Sources of phosphorus

Phosphorus is never found free in nature; it is found in combination with a wide variety of minerals. Phosphate rock, which contains the mineral apatite, is an impure tri-calcium phosphate and an important source of phosphorus. Large deposits of phosphate rock are found in Russia, Morocco, Florida, Tennessee, Utah, Idaho and other places.

White phosphorus can be made through several methods. A common process is heating tri-calcium phosphate, the essential ingredient of phosphate rock, in the presence of carbon and silica in an electric furnace or fired furnace. Elementary phosphorus is then released as a vapor and can be collected under phosphoric acid. It is an important compound in making super-phosphate fertilizers.

Uses of phosphorus

Phosphorus is an important component in the production of steel, phosphor bronze and many other products. Trisodium phosphate is valuable as a cleaning agent, a water softener, and for preventing boiler scale and corrosion of pipes and boiler tubes.

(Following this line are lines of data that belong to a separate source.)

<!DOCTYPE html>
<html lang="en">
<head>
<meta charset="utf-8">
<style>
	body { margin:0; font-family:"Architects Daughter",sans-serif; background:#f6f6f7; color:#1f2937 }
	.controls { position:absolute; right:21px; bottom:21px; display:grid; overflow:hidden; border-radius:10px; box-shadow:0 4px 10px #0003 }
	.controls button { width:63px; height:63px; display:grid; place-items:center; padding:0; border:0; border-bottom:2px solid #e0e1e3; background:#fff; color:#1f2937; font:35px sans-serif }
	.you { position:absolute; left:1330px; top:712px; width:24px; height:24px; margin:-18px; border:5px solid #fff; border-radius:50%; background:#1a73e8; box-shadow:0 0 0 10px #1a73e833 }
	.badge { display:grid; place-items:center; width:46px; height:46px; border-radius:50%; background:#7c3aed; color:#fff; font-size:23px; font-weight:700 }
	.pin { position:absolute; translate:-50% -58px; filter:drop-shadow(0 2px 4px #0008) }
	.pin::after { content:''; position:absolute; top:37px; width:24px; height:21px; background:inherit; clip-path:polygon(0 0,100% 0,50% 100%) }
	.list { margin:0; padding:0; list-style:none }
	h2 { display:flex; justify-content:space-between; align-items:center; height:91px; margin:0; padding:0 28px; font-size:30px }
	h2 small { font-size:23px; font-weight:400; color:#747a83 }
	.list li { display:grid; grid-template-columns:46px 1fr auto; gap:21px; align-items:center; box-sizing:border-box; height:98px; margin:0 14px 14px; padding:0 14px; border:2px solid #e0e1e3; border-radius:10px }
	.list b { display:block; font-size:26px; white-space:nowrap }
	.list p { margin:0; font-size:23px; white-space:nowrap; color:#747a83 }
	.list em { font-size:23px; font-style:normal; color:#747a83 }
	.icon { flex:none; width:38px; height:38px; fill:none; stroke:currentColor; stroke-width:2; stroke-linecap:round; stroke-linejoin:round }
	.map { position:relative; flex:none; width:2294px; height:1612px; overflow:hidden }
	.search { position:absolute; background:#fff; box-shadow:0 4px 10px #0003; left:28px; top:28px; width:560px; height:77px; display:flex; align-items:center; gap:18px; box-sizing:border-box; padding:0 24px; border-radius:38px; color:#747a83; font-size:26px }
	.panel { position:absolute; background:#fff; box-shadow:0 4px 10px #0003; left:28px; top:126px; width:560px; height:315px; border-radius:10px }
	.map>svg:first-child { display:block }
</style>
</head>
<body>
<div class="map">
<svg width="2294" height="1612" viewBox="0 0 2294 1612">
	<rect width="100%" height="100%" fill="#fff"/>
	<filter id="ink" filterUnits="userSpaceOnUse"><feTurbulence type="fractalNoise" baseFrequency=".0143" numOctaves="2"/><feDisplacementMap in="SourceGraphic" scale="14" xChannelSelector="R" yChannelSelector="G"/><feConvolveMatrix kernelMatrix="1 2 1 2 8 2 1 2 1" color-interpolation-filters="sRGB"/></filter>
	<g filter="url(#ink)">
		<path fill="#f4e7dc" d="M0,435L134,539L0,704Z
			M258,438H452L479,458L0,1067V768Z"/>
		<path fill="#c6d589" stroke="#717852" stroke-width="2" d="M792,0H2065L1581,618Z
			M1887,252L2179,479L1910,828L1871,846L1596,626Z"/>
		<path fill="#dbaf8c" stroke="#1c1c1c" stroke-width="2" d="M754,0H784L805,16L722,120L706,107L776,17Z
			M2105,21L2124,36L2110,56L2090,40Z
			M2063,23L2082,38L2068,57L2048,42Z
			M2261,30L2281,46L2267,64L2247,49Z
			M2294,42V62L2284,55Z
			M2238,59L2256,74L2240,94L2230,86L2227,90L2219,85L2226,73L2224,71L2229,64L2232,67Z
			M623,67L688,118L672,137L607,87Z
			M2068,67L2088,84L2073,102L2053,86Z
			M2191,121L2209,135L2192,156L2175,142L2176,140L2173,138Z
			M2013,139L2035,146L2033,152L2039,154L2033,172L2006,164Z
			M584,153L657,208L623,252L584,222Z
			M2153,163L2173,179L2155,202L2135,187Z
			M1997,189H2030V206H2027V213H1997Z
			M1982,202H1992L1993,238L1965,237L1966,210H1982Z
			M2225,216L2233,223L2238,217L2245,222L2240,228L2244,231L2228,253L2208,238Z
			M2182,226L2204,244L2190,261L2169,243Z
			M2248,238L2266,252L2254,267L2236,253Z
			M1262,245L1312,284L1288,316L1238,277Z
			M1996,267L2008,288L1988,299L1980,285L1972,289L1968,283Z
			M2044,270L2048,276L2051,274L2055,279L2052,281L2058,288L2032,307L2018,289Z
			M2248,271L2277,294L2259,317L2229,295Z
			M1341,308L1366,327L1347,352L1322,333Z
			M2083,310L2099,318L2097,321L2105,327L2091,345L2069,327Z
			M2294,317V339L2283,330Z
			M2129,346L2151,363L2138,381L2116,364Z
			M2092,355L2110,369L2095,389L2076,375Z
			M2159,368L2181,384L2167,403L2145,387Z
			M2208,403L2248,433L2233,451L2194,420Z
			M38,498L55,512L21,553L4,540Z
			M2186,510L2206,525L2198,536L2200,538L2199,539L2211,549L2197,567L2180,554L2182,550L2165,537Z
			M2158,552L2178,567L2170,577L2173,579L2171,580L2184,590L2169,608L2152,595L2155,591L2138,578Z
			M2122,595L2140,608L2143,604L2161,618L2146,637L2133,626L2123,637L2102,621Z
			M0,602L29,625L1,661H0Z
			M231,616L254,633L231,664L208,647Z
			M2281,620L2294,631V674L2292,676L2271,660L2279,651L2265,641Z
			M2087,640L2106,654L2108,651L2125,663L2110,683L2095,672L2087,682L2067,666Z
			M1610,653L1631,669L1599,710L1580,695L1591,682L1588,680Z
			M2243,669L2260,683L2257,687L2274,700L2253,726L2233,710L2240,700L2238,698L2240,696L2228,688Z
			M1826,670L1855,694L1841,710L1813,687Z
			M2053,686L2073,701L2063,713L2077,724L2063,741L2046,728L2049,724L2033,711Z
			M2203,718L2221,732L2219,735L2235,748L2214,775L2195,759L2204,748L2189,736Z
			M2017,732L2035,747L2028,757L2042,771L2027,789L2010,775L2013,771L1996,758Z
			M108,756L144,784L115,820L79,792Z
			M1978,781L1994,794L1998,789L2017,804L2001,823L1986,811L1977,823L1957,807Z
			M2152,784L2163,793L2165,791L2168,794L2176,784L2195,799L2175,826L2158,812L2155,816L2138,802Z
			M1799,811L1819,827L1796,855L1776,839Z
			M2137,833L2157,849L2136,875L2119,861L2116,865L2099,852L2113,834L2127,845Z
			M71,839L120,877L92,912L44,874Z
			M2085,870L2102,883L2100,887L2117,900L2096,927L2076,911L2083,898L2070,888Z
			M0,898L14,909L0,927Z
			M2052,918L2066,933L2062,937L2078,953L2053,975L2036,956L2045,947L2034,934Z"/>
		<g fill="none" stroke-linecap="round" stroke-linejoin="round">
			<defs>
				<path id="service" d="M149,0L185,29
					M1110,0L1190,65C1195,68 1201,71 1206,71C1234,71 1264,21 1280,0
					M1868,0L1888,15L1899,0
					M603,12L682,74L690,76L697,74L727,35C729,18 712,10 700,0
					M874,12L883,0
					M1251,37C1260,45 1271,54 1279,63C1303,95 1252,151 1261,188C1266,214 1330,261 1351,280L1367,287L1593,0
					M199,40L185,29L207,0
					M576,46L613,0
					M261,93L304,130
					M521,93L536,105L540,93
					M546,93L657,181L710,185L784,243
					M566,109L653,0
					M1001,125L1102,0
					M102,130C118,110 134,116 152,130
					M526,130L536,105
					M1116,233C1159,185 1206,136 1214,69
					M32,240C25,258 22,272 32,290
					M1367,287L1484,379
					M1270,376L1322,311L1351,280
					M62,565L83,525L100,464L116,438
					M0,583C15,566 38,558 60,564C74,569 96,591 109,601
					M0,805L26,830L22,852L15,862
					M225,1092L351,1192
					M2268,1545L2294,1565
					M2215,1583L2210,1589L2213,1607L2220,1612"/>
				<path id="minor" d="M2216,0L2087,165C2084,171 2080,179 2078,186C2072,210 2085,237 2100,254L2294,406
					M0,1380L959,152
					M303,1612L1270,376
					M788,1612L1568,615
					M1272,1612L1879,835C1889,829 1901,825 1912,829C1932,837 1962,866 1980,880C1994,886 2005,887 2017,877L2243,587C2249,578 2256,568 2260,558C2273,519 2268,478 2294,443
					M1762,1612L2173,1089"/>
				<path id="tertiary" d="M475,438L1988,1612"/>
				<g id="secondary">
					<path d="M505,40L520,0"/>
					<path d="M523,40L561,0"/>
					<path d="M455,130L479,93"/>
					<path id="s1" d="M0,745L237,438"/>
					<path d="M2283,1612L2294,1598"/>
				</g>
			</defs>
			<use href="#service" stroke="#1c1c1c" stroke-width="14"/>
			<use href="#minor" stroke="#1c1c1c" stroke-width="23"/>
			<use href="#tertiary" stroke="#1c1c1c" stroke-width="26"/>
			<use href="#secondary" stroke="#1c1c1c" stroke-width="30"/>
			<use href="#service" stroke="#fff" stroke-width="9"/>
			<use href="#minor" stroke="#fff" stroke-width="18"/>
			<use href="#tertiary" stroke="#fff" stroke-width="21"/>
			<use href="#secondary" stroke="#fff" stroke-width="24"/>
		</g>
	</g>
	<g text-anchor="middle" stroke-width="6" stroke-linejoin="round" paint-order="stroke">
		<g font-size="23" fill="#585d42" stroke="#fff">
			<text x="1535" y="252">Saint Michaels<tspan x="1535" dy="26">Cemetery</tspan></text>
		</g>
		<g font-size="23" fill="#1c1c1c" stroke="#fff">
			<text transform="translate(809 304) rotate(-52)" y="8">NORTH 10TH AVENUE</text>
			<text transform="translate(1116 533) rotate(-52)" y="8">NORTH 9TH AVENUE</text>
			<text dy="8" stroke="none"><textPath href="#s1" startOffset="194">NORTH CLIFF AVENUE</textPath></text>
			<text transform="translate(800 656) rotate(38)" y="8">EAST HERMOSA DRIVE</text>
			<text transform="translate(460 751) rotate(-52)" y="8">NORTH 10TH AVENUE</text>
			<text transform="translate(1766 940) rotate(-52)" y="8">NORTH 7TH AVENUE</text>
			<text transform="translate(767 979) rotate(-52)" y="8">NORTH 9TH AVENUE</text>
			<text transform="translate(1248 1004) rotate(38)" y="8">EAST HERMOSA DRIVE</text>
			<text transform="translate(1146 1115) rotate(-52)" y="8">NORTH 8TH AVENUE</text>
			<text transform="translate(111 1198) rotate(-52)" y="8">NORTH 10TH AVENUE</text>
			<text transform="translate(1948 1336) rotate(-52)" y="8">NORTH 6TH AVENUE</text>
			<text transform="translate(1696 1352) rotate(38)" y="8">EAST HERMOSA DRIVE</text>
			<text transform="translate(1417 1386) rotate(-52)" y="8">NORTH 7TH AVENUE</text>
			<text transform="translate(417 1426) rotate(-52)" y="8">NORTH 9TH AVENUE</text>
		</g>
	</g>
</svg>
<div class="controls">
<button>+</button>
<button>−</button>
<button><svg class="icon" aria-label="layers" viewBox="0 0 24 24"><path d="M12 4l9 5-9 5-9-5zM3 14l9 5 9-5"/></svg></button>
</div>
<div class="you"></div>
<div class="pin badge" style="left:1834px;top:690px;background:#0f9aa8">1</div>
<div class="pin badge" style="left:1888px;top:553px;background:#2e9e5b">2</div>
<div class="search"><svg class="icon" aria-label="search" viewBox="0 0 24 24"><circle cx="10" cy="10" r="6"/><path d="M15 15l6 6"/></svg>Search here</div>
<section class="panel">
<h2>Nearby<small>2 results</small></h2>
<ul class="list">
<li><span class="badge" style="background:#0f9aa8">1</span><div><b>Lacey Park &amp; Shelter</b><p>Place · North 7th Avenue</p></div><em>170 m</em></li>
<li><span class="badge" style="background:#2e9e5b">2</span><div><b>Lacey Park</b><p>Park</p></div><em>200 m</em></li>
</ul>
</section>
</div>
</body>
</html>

Phosphates are used in the production of special glasses, such as those used for sodium lamps (street lights). Phosphorus is a key ingredient in the red tip of ordinary kitchen matches.

In recent years, concentrated phosphoric acids have become a critical part of agriculture and farm production. Phosphoric acids may contain as much as 75 percent phosphorus pentoxide (P2O5) content and are used as fertilizers. Large agricultural businesses around the world have increased demand for fertilizer resulting in record phosphate production.

Phosphoric acid is also used in soft drinks. Calcium phosphate — also known as bone-ash — is used in creating chinaware and to produce mono-calcium phosphate that is used in baking powder.

Phosphorus is not only useful in inorganic products, though; it is an essential ingredient of all cell protoplasm, nerve tissue and bones.